§ **WHAT YOU SHOULD DO**
Show each line of the entries below in which the word "aside" appears.
** GIVEN INFORMATION follows **
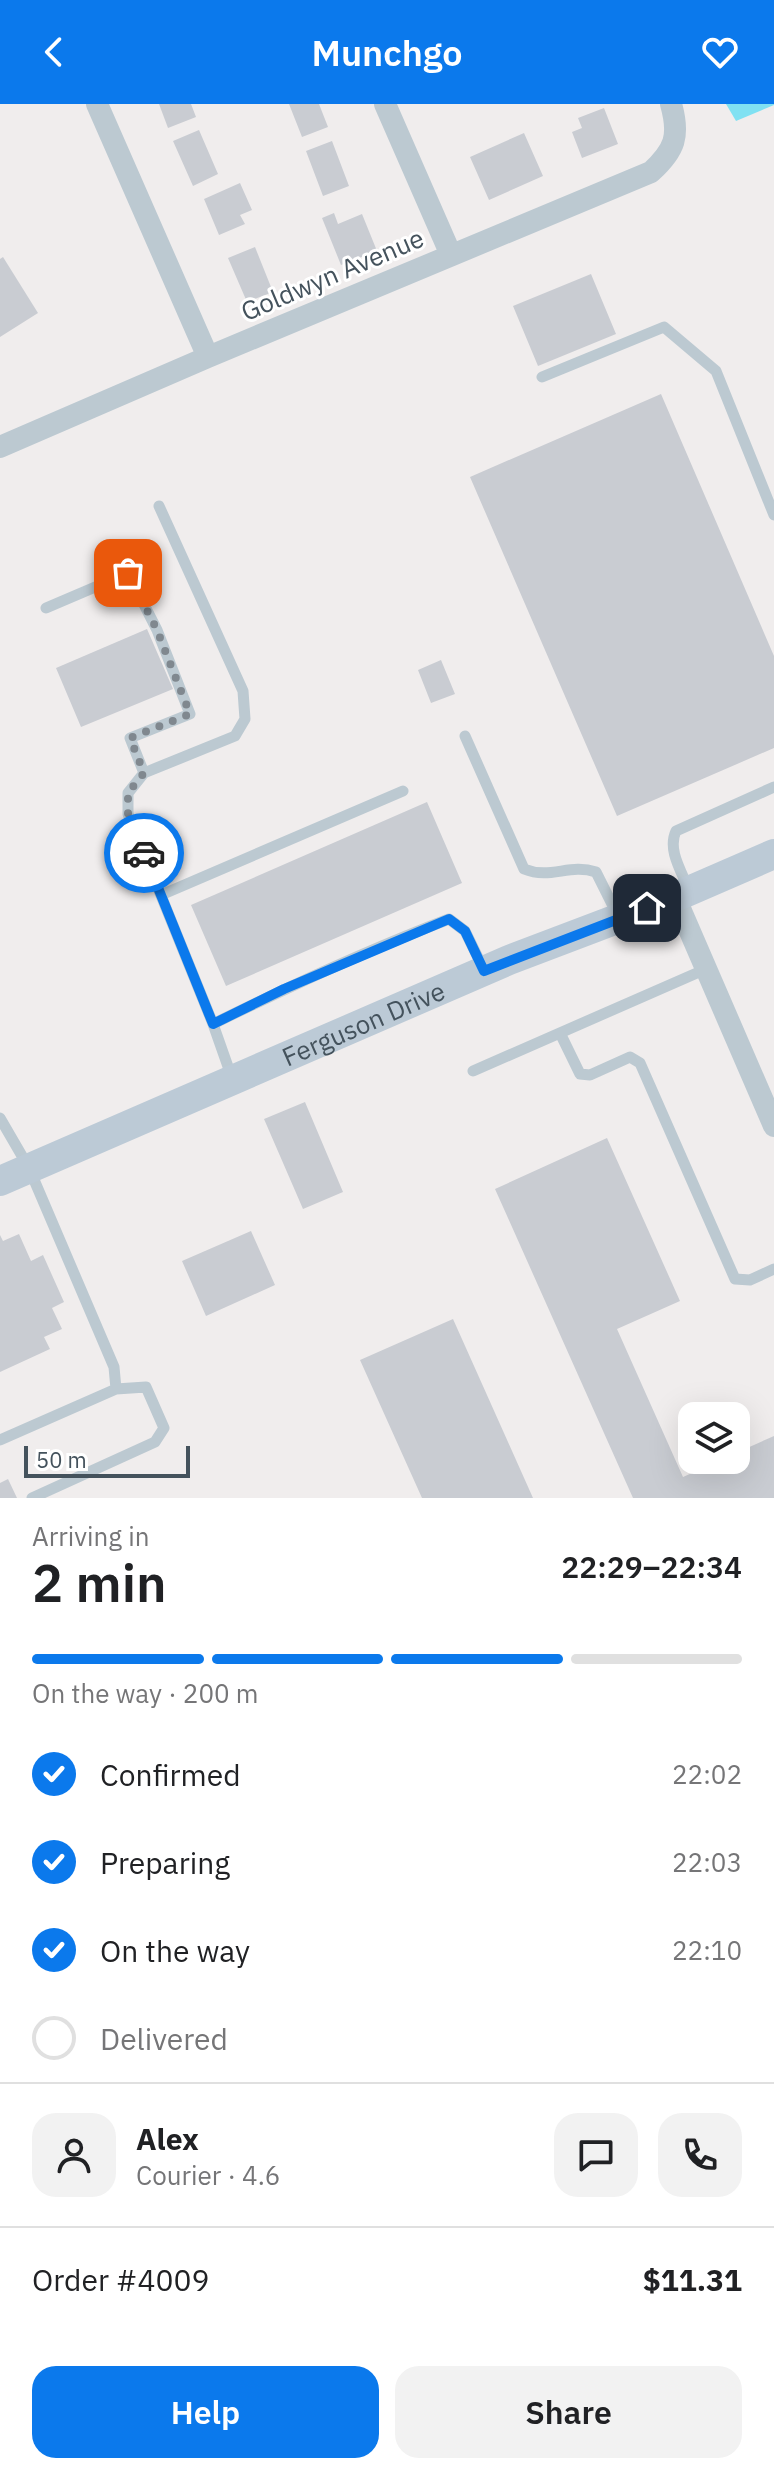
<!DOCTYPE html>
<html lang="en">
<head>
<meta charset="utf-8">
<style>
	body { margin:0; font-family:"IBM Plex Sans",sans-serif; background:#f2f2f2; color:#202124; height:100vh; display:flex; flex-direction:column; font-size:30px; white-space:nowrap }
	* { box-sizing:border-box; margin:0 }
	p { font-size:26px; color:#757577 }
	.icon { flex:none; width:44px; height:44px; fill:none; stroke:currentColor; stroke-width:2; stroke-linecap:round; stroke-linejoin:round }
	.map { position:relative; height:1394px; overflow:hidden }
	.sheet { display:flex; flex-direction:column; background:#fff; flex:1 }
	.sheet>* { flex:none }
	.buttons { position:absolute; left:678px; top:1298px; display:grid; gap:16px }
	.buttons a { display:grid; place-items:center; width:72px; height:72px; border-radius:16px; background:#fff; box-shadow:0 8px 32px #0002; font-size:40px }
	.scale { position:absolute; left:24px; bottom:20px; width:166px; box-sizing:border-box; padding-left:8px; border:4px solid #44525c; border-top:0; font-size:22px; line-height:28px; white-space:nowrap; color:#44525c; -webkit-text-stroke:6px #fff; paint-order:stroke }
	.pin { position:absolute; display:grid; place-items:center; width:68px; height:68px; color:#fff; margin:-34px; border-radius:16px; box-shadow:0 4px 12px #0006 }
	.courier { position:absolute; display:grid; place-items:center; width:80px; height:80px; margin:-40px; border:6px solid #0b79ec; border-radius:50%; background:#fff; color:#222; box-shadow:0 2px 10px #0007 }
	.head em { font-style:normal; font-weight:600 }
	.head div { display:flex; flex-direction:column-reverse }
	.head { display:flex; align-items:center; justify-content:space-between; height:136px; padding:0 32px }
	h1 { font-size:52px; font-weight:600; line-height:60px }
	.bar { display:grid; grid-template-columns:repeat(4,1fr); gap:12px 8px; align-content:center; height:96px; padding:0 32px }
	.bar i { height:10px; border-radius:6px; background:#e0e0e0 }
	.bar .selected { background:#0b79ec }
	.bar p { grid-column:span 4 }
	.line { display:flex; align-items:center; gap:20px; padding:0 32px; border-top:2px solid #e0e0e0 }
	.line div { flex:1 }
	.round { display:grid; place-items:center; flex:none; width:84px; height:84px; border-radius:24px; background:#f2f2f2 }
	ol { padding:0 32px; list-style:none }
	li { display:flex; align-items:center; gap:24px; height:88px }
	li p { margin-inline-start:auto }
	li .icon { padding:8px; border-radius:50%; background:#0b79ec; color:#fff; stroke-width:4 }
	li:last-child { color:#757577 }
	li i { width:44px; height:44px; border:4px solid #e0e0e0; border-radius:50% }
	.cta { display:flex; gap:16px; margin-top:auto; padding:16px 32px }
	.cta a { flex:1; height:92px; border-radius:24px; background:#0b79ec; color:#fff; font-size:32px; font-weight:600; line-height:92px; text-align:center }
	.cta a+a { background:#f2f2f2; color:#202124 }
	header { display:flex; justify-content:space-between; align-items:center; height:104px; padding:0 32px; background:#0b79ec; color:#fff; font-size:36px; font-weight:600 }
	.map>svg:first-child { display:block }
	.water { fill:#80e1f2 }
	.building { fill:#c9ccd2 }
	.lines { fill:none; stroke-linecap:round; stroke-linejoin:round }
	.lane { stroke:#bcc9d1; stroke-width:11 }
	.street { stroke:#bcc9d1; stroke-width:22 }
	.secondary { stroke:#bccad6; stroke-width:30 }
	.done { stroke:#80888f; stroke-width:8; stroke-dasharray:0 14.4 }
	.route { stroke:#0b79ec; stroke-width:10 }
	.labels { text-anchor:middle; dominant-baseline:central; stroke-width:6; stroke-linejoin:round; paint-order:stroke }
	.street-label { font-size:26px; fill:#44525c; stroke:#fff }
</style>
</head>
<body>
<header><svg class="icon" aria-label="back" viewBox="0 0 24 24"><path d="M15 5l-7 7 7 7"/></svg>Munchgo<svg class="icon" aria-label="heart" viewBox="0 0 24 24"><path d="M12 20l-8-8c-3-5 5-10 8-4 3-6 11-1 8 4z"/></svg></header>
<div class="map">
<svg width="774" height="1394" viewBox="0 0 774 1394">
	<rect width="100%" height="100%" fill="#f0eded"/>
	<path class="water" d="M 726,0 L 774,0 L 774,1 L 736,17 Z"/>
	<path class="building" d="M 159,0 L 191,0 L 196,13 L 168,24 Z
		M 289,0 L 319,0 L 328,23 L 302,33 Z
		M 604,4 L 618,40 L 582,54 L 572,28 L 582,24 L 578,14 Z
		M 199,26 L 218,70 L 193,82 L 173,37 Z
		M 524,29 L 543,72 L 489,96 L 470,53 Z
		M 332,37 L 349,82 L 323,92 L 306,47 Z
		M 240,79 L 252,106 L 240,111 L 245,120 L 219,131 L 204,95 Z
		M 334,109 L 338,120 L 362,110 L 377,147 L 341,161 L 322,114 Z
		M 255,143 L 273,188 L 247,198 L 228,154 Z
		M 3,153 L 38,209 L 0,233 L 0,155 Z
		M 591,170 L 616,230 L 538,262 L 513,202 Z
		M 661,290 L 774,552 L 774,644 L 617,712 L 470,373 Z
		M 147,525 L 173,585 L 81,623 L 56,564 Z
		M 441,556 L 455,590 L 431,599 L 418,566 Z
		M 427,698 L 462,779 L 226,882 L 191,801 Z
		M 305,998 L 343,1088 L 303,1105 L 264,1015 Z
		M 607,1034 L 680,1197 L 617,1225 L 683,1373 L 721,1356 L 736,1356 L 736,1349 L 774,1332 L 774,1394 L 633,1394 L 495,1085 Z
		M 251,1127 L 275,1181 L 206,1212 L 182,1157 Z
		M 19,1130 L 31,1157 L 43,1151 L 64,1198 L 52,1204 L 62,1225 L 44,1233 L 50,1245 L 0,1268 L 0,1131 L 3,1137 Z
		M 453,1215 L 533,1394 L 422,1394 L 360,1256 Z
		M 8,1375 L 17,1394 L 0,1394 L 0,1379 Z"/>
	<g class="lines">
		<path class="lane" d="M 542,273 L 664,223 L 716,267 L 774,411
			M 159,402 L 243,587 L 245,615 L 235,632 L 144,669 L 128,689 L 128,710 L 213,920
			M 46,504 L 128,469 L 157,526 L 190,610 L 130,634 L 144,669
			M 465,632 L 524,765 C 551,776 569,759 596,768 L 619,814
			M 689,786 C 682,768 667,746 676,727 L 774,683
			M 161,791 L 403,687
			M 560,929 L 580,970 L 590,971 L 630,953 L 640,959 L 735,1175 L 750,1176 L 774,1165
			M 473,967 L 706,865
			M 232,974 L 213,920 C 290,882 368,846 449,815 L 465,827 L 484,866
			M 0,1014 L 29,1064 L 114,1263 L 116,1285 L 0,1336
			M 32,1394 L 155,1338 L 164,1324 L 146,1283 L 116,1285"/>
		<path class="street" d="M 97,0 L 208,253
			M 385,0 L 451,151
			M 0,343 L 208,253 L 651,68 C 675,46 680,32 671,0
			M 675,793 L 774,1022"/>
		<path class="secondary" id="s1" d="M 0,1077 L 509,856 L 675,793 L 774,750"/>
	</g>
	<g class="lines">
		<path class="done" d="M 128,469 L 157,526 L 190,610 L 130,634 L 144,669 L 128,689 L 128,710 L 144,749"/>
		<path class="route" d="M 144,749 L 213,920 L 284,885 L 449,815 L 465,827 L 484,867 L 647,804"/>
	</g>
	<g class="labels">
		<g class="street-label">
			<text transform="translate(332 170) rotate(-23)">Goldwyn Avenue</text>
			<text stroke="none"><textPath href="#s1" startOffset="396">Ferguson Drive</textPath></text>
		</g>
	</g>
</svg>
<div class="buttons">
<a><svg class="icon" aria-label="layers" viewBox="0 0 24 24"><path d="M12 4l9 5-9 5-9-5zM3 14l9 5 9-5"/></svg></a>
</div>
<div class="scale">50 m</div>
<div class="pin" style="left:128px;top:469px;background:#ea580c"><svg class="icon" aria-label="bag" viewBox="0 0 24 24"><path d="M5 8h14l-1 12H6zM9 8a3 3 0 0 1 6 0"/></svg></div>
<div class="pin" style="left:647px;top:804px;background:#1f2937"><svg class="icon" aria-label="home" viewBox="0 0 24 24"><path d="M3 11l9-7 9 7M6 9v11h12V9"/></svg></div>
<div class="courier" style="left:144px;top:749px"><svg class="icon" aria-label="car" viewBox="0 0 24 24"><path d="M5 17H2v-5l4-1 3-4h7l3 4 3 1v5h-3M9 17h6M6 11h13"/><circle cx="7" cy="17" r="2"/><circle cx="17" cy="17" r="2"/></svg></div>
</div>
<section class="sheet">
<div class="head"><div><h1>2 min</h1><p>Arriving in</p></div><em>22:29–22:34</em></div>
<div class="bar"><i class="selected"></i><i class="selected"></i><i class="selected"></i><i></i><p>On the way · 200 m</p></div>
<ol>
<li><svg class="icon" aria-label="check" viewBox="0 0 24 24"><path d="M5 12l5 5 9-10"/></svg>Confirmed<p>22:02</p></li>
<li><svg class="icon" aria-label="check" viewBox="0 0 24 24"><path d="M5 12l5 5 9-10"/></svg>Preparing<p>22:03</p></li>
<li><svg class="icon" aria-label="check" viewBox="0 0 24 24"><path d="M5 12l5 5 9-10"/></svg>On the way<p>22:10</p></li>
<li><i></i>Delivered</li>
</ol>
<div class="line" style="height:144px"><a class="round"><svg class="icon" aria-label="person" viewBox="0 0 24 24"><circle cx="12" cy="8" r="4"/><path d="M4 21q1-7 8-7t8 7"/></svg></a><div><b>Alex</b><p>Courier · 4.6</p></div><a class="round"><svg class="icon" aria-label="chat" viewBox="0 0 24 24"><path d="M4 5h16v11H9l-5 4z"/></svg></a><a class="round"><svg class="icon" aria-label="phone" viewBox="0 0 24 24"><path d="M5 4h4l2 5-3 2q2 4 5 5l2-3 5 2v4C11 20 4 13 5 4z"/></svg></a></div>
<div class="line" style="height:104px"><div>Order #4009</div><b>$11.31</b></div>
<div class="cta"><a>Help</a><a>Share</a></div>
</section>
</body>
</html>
** End of GIVEN INFORMATION **
** GIVEN INFORMATION follows **
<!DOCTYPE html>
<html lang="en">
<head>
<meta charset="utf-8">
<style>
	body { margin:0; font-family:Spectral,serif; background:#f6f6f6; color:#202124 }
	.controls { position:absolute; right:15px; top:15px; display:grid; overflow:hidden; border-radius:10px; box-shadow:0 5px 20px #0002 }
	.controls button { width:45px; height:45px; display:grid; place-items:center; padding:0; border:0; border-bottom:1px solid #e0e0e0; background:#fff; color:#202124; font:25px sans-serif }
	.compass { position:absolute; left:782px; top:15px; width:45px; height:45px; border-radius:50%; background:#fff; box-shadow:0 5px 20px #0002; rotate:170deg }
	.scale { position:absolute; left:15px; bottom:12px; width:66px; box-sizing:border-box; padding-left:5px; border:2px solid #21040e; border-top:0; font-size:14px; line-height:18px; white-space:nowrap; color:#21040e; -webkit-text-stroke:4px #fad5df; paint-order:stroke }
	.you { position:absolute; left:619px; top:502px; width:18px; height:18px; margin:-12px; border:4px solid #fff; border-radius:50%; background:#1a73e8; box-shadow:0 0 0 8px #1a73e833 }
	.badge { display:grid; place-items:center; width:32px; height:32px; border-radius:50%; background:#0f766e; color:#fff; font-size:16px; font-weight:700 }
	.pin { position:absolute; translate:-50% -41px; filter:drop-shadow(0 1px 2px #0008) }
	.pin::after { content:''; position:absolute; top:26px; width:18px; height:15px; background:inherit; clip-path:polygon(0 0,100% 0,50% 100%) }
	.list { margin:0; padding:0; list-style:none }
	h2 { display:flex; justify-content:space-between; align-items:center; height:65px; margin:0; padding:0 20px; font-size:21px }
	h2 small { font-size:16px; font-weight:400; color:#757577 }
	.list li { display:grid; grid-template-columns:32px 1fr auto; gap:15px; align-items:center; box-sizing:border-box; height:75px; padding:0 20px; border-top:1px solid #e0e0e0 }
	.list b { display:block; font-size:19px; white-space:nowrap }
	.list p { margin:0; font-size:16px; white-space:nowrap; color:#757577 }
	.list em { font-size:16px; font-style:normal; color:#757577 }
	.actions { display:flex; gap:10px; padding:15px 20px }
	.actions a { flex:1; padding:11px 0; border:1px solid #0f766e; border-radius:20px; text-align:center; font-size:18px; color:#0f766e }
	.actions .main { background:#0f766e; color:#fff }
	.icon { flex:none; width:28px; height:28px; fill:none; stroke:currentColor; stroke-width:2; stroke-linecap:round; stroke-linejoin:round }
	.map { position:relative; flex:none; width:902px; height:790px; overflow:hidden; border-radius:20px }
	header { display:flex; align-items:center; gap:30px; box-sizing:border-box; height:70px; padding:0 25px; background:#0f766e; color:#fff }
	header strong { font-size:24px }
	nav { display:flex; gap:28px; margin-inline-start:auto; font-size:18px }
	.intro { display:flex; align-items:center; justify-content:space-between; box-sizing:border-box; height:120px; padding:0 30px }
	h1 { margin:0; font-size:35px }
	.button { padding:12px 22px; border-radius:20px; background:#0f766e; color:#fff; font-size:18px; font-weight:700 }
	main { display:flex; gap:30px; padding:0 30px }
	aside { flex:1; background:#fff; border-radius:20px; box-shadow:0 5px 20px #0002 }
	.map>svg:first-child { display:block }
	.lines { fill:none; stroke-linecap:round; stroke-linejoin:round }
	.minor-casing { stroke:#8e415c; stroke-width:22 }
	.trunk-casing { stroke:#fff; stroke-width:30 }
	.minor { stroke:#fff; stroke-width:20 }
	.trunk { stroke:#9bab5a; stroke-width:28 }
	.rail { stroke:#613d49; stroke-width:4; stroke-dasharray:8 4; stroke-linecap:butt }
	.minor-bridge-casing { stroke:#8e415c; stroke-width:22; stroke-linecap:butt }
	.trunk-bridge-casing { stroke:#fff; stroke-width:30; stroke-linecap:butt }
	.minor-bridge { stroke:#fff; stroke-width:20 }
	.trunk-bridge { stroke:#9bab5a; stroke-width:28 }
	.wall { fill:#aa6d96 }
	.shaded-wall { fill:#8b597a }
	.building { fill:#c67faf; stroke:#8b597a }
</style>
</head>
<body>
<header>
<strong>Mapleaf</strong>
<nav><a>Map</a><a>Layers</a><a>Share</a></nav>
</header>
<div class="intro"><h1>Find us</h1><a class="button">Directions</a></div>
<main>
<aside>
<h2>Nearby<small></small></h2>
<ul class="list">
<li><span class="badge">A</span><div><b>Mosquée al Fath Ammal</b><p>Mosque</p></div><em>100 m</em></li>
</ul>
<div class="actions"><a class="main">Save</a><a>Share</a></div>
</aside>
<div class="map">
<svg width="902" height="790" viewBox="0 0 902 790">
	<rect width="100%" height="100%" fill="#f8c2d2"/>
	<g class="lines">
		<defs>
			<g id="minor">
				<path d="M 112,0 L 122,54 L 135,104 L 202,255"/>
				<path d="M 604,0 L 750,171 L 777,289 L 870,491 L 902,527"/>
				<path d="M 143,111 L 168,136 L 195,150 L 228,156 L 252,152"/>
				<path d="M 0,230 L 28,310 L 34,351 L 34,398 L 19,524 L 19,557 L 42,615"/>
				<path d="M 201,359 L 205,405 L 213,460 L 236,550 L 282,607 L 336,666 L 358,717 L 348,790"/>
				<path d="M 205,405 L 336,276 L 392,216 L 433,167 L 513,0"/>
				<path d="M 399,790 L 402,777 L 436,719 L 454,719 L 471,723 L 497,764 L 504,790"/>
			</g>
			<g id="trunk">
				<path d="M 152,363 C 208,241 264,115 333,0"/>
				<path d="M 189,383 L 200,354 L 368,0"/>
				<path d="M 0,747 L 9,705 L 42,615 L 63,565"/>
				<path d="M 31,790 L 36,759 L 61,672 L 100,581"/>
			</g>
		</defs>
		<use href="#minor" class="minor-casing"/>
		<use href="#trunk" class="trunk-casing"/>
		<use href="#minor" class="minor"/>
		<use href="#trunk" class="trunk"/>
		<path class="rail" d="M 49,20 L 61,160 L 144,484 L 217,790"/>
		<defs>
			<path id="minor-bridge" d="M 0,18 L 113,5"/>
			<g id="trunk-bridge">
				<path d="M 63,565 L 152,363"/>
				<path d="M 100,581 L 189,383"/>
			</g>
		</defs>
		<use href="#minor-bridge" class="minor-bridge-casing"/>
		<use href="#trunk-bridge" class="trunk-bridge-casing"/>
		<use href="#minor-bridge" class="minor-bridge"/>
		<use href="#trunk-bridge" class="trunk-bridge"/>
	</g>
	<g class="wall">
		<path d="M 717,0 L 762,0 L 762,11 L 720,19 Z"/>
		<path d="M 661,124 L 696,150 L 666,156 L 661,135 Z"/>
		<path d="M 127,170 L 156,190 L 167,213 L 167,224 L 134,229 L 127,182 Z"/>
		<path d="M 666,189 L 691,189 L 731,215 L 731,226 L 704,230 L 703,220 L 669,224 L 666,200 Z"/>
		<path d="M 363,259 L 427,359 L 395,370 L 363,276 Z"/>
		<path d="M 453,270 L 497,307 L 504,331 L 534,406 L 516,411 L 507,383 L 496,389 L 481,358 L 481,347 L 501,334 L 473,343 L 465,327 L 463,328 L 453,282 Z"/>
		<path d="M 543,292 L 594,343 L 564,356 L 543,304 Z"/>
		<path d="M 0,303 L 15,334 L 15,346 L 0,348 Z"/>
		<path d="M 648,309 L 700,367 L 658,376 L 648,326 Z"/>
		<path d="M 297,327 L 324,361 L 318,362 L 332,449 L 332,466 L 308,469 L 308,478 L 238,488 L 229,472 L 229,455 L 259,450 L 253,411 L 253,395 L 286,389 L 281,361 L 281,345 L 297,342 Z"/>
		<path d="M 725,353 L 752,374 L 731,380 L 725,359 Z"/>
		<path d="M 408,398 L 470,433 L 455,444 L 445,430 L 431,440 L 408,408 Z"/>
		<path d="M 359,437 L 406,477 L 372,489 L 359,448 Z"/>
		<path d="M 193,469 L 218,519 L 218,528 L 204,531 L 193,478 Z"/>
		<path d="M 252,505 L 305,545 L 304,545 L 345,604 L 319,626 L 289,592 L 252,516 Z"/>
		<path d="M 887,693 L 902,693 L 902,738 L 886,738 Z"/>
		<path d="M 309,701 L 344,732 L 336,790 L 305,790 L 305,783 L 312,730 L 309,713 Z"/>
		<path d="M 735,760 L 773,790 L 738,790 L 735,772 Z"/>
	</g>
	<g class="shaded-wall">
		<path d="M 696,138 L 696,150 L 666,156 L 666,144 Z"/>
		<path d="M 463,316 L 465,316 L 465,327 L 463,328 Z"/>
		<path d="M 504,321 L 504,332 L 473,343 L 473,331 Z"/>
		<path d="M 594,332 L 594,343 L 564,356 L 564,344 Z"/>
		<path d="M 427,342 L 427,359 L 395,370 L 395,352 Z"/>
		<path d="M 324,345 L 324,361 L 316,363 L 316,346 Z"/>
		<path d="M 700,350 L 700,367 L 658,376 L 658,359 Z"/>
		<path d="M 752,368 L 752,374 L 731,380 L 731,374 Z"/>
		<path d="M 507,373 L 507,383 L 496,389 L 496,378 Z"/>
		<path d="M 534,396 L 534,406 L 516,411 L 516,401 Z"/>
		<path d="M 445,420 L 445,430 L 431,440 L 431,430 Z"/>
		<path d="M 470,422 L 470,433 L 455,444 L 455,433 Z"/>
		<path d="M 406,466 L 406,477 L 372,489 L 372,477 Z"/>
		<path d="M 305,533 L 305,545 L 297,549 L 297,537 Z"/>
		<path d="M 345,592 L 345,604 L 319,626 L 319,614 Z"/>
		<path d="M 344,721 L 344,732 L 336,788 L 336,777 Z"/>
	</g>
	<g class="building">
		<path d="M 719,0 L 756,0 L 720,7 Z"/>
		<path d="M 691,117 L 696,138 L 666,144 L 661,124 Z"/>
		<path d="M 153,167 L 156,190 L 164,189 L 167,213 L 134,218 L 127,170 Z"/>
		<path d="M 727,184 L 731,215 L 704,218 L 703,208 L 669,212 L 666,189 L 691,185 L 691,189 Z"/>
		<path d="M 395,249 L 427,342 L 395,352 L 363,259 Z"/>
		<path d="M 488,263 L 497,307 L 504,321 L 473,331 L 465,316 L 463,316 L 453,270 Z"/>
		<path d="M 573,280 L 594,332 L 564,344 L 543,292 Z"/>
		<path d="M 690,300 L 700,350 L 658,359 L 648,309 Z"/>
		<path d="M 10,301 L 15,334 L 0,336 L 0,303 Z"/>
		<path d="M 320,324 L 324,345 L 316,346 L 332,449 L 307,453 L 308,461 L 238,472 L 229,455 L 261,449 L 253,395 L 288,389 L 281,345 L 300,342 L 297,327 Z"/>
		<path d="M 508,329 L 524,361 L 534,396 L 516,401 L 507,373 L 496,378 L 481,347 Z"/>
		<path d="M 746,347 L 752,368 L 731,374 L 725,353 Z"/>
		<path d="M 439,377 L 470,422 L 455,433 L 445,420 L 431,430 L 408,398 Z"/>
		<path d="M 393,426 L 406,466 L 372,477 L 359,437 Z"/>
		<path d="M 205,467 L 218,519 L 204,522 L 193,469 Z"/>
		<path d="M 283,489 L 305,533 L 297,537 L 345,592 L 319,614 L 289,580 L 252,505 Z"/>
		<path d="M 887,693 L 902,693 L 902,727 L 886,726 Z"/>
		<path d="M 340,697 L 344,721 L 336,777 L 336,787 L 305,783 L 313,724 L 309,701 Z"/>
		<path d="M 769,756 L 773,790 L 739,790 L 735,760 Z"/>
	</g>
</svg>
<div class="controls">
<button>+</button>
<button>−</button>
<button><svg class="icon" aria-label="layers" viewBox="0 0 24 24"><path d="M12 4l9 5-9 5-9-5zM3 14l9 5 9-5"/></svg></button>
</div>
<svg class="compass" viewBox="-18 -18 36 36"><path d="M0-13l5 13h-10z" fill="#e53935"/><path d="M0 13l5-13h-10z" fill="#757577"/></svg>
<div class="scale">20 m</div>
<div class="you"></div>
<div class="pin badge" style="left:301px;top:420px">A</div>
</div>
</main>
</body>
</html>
** End of GIVEN INFORMATION **
§ **TASK OUTPUT**
	aside { flex:1; background:#fff; border-radius:20px; box-shadow:0 5px 20px #0002 }
<aside>
</aside>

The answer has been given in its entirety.